Observability integrations show exactly what Bevy Community tools were called, what data was returned, and how it influenced the final answer

Bevy Community + LlamaIndex Use Cases

Practical scenarios where LlamaIndex combined with the Bevy Community MCP Server delivers measurable value.

01

Hybrid search: combine Bevy Community real-time data with embedded document indexes for answers that are both current and comprehensive

02

Data enrichment: query Bevy Community to augment indexed data with live information before generating user-facing responses

03

Knowledge base agents: build agents that maintain and update knowledge bases by periodically querying Bevy Community for fresh data

04

Analytical workflows: chain Bevy Community queries with LlamaIndex's data connectors to build multi-source analytical reports

Bevy Community MCP Tools for LlamaIndex (10)

These 10 tools become available when you connect Bevy Community to LlamaIndex via MCP:

01

get_chapter

Get specific chapter details

02

get_event

Get specific event details

03

get_event_counts

Retrieve counts of events by status

04

list_chapters

List all community chapters

05

list_event_attendees

List attendees for a specific event

06

list_event_types

List available event types/categories

07

list_events

List all community events

08

list_user_chapters

List chapters a specific user belongs to

09

search_chapters

Search for chapters by keyword

10

search_events

Search for events by keyword

Example Prompts for Bevy Community in LlamaIndex

Ready-to-use prompts you can give your LlamaIndex agent to start working with Bevy Community immediately.

01

"List all upcoming events in our community."

02

"Search for events matching 'SaaS'."

03

"Show the count of completed events this month."

Troubleshooting Bevy Community MCP Server with LlamaIndex

Common issues when connecting Bevy Community to LlamaIndex through the Vinkius, and how to resolve them.

01

BasicMCPClient not found

Install: pip install llama-index-tools-mcp

Bevy Community + LlamaIndex FAQ

Common questions about integrating Bevy Community MCP Server with LlamaIndex.

01

How does LlamaIndex connect to MCP servers?

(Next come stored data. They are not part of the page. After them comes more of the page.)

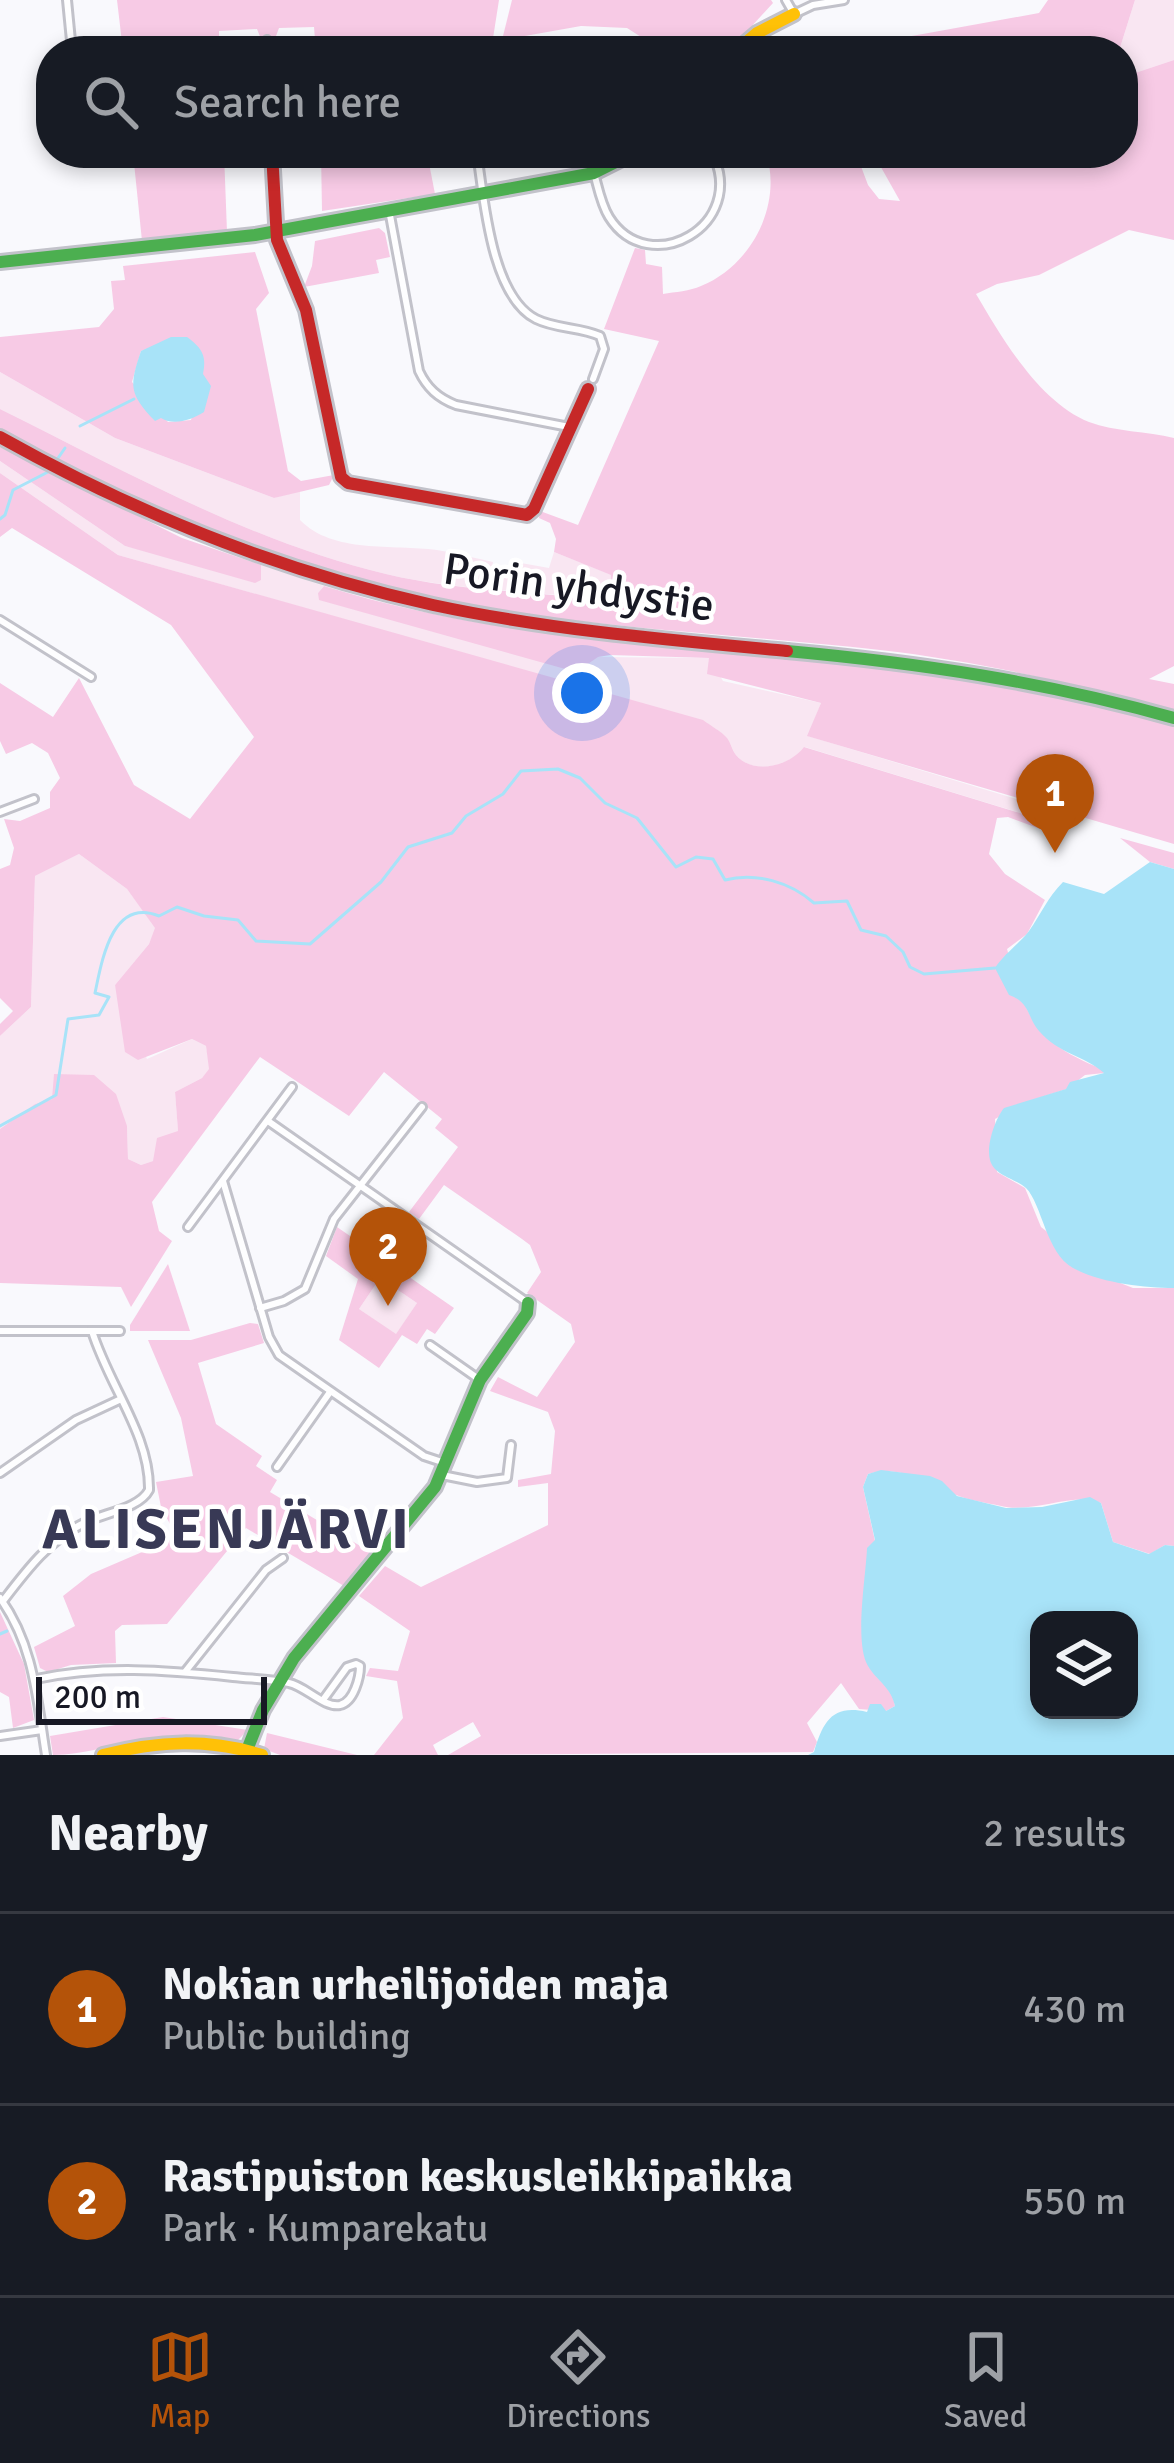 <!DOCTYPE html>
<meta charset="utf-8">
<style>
:root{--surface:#171b24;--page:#242831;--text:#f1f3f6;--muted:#9ea1a6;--line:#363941;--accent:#b45309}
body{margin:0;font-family:Signika,sans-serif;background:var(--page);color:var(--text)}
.controls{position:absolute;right:36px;bottom:36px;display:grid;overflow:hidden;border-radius:24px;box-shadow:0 6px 18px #0003}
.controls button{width:108px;height:108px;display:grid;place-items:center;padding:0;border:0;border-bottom:3px solid var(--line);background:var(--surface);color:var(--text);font:60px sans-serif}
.scale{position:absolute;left:36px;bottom:30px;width:231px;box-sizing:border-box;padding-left:12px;border:6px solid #171824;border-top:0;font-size:33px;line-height:42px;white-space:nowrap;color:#171824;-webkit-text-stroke:9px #fff;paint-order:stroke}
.you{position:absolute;left:582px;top:693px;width:42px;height:42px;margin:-30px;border:9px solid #fff;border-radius:50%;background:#1a73e8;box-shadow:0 0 0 18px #1a73e833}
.badge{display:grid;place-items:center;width:78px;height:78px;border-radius:50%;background:var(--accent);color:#fff;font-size:39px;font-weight:700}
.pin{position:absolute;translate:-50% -99px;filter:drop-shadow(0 3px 6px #0008)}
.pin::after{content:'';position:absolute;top:63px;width:42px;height:36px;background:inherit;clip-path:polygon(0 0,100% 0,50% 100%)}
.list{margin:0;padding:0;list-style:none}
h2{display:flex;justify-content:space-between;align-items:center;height:156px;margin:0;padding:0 48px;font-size:51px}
h2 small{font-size:39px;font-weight:400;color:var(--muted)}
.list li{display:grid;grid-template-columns:78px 1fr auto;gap:36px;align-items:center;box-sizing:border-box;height:192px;padding:0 48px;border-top:3px solid var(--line)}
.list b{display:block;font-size:45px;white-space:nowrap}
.list p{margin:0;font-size:39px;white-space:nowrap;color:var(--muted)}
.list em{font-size:39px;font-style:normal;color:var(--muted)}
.icon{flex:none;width:66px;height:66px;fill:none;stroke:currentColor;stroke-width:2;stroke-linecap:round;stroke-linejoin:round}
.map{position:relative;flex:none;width:1174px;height:1755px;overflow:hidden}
.search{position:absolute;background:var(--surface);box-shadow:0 6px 18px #0003;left:36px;right:36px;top:36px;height:132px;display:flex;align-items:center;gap:30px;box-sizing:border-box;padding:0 42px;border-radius:48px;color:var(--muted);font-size:45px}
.sheet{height:540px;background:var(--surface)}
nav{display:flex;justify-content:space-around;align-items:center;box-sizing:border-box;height:168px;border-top:3px solid var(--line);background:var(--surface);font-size:33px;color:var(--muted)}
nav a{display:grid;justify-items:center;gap:6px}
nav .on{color:var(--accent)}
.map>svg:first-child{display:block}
.green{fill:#f9e6f2}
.forest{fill:#f7cae5;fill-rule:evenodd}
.water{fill:#a8e3f8;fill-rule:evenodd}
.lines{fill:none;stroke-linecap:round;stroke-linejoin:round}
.stream{stroke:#a8e3f8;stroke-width:3}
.street-casing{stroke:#c2c2ca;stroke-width:12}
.fast-casing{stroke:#c2c2ca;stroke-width:18}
.slow-casing{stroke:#c2c2ca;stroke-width:18}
.jam-casing{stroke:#c2c2ca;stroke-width:18}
.street{stroke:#fefeff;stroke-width:6}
.fast{stroke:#4caf50;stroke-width:12}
.slow{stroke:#ffc107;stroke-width:12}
.jam{stroke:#c62828;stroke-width:12}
.labels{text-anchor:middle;stroke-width:9;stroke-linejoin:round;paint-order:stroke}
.street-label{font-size:45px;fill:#171824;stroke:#fff}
.district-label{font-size:57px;font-weight:bold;letter-spacing:3px;fill:#383955;stroke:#fff}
</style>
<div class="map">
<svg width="1174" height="1755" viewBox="0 0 1174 1755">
<rect width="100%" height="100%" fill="#f9f9fd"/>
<g class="green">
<path d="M1135,0H1174V60L1123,77V51H1119Z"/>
<path d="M0,372L115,438L274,498L300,490V520C333,554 393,544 437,550C455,553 474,558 493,562L491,574L518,575L521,563L549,568L554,552L612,575V592L603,600C530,590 458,591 386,574C251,542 123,470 0,409Z"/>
<path d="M0,461L125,546L261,579V565L324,586L318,593L598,657L710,658L723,681L821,703L808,736L1079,818L1069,828L805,747C792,765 754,776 737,756C732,751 732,744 727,739C722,732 711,726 704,721L814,848L568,683L118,555L0,473Z"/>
<path d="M79,854L127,889L156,928L149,944L115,985L147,1059L192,1039L206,1046L210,1069L202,1078L175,1092L178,1131L153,1161L141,1165L128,1159L127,1126L53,1099L35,1104L0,1129V1036L31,1007L35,876Z"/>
<path d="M380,1278L417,1303L396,1335L359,1309Z"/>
</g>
<g class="forest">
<path d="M117,0H499L491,51H483L479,45L454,51H316L314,27L279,28L276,36L261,39L257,29L219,31V51H123Z"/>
<path d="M512,0H771L773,3L729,51H663L627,28L581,26L502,40Z"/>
<path d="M1048,0H1135L1119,51H829L1039,13Z"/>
<path d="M1174,60V240L1129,230L1039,275L997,284L976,294C1002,338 1039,402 1089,422C1115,432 1147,431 1174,438V666L1149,679L1174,684V710C1078,685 979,661 880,650C712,631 541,627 376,586C243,553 119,494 0,428V409C123,470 251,542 386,574C457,591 530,591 603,600L612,592L611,575L554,552L556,539L550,523L539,518L540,511L578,525L659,341L604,329L635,248L645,250L646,264L662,267L663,294C675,292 690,291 701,286C751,266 783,205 766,153H856L868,185L879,199L900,201L873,153H1123V77Z"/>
<path d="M133,153H224L227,232L142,241Z"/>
<path d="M321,153H427L435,194L322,211Z"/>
<path d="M379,228L385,233L390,257L376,260L379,273L304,287L312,266L315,241Z"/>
<path d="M255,252L269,293L256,309L288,471L301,481L334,475L329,485L274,498L115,438L0,372V337L99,327L114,309L111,281L125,280L123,266ZM183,339L203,374L191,420L168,422L132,382L141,351Z"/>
<path d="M0,447L182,538L261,565V580L255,583L125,546L0,461Z"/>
<path d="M0,473L118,555L703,720C711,726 721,731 727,738C731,743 732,750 736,755C754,776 791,765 804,747L1069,828L1054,834L1008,817L997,818L989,854L1005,874L1045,900L1027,934L1007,949C1026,1017 1034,1042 1102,1069L1104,1073L1085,1075L1067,1089L1029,1101L995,1119L997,1172L1025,1188L1041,1227L1105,1277L1133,1288H1174V1546L1165,1545L1150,1554L1113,1542L1101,1503C1077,1491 1031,1514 1001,1506C987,1503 968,1500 956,1495C925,1484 903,1464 868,1474L863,1487L875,1541L876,1674L892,1692L895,1706L886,1711L859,1709L841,1683L807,1723L817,1742L813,1752L448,1755L481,1736L473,1722L433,1745L438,1755H374L403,1718L397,1681L366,1676L370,1668L398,1671L410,1631L359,1596L385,1566L421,1587L548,1525V1483L518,1487V1480L551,1474L555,1431L548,1412L490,1391L498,1377L537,1397L575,1342L571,1324L527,1293L541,1272L530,1245L522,1239L444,1185L419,1219L409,1212L458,1147L435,1128L442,1119L384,1072L349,1116L260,1057L152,1202L159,1231L172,1241L131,1307L121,1287L0,1283V1129L35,1104L52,1099L54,1074L94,1075L116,1094L127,1126L128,1159L141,1165L153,1161L157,1138L178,1131L175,1092L202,1078L209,1069L206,1046L192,1039L138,1060L125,1052L115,985L149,944L155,928L127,889L79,854L35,876L31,1007L0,1036V1024L13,1011L0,998V869L10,865L14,848L4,819L20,821L50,808V792L60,778L48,753L32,743L6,754L0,741V683L53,717L79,678L134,785L190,819L254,737L171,625L12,528L0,537Z"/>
<path d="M324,586C599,672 899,634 1174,725V844L807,736L821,703L707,674L709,658L610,655L598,657L576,672L319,600L318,593Z"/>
<path d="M1120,838L1174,853V869L1150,862Z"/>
<path d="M337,1227L454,1308L435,1334L427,1329L417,1344L402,1335L379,1368L339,1340L358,1279L326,1256ZM380,1278L417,1303L396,1334L359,1309Z"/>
<path d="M168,1264L190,1331H130V1325Z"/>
<path d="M250,1323L258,1324L264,1343L198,1363L216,1424L262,1456L256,1466L277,1480L270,1492L372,1553L344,1586L246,1528L167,1624L122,1625L115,1631L116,1663L71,1665L48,1672L40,1668L34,1647L75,1626L63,1596L91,1574L177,1537L161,1507L156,1482L193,1476L181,1418L148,1340H191Z"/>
<path d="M0,1612L24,1664L34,1720L13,1728L9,1697L0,1692Z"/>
<path d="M163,1717L248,1730L237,1741C205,1735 172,1733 140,1740C109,1745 84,1755 53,1755L50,1736Z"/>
<path d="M267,1733L357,1755H280L264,1749Z"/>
</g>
<g class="water">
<path d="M171,337H187C202,348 207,356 203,374L211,386L204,412C191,420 174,426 161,418L155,421C129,394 129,386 141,351Z"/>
<path d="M1150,862L1174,869V1288C1144,1288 1101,1283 1073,1268C1046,1253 1042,1204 1026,1188C1015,1178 994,1176 990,1160C986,1146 995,1119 1004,1108L1066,1089L1070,1082L1104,1073C1085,1056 1059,1054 1039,1031C1027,1017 1030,1002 1009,995L995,968C1005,953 1019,944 1029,931C1041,914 1048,897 1063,882L1104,894Z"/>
<path d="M881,1470L930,1476L942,1481L957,1496L1006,1508L1042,1507L1090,1497L1101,1503L1113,1542L1149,1554L1165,1545L1174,1546V1755H808L814,1752C823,1722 832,1704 867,1712L870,1704H881L886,1711L895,1706C891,1687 877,1681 868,1666C854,1643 866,1576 867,1548L875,1540L863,1487L868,1474ZM1129,1620V1710H1039V1620Z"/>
</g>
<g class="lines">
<g class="stream">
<path d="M80,426L134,399"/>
<path d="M56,461L65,448"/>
<path d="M0,519L5,515L13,490L48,472"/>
<path d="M0,1126L56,1095L68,1019L99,1015L109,997L95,993C102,960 112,897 159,916L177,907L204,916L238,920L256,941L310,944L381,882L408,847L452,833L466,816L503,794L521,771L558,769L580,778L605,803L637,818L676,867L696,857L713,859L725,880C756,872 790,882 814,903L847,901L861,930L886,936L903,952L910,967L924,974L995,968"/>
<path d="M0,1634L7,1631"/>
</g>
<g class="street-casing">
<g id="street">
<path d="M67,0L72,51"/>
<path d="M786,0L794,14L813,5L844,0"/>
<path d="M267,40L268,51"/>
<path d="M477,153C484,199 491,296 536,319C556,329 580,327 600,336L604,349L593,379"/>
<path d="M81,154V153"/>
<path d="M594,173C598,187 601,204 609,217C649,281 749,225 712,153"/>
<path d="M389,210L419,371C427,388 438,398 456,405L569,427"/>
<path d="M0,620L91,677"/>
<path d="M0,812L34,799"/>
<path d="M268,1121L528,1303"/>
<path d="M223,1181L269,1337L279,1355L424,1456L445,1463"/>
<path d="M188,1227L292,1087"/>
<path d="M260,1308L284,1301L305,1289L334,1219L422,1107"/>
<path d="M0,1331H120"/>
<path d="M430,1345L480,1380"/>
<path d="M277,1467L330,1392"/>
<path d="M0,1473L76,1420L119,1400"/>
<path d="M442,1475L477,1482L507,1478L511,1445"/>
<path d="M0,1598C34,1645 37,1699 46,1755"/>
<path d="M3,1601C26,1571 49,1540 84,1523C103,1513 139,1509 149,1490C150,1435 109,1386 92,1331"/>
<path d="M185,1672L266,1570L283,1558"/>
<path d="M36,1679C102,1665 166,1670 233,1677C251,1679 271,1679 289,1683C305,1686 324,1708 340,1705C354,1702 360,1677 360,1666L356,1664L347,1667L323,1700"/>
<path d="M0,1736L42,1730"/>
</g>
</g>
<g class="fast-casing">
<g id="fast">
<path d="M0,262L255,235L594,173L634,153"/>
<path d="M787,651C919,663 1046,682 1174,718"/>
<path d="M247,1750L263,1710L294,1658L435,1487L480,1380L527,1313L528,1303"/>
</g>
</g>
<g class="slow-casing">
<g id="slow">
<path d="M736,51L757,33L794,14"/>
<path d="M103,1755C157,1741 208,1738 262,1755"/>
</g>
</g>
<g class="jam-casing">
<g id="jam">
<path d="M272,153L277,240L306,310L341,477L348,483L527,515L534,509L588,389"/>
<path d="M0,437C137,514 280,571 433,605C550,630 669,640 787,651"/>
</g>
</g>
<use href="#street" class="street"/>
<use href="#fast" class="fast"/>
<use href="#slow" class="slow"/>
<use href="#jam" class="jam"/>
</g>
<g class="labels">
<g class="street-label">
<text transform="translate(579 586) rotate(8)" y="16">Porin yhdystie</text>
</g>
<g class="district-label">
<text x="227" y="1548">ALISENJÄRVI</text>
</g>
</g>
</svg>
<div class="controls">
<button><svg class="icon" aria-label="layers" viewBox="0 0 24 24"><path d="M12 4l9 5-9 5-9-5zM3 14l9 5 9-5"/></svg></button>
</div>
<div class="scale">200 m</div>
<div class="you"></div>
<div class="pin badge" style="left:1055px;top:853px">1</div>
<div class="pin badge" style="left:388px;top:1306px">2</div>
<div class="search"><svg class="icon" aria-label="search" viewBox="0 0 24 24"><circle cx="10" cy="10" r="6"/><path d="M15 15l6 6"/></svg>Search here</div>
</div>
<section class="sheet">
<h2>Nearby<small>2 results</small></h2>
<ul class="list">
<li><span class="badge">1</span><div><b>Nokian urheilijoiden maja</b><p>Public building</p></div><em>430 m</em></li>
<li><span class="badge">2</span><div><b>Rastipuiston keskusleikkipaikka</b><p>Park · Kumparekatu</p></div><em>550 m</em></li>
</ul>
</section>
<nav>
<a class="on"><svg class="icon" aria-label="map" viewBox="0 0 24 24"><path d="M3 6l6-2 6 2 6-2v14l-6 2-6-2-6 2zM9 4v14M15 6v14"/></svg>Map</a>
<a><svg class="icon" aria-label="directions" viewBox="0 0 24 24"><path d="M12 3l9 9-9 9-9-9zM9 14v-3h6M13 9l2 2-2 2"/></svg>Directions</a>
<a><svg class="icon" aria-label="saved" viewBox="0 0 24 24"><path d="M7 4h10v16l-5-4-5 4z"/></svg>Saved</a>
</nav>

Use the MCP client adapter to create a connection. LlamaIndex discovers all tools and wraps them as query engine tools compatible with any LlamaIndex agent.
02

Can I combine MCP tools with vector stores?

Yes. LlamaIndex agents can query Bevy Community tools and vector store indexes in the same turn, combining real-time and embedded data for grounded responses.
03

Does LlamaIndex support async MCP calls?

Yes. LlamaIndex's async agent framework supports concurrent MCP tool calls for high-throughput data processing pipelines.

Connect Bevy Community to LlamaIndex

Get your token, paste the configuration, and start using 10 tools in under 2 minutes. No API key management needed.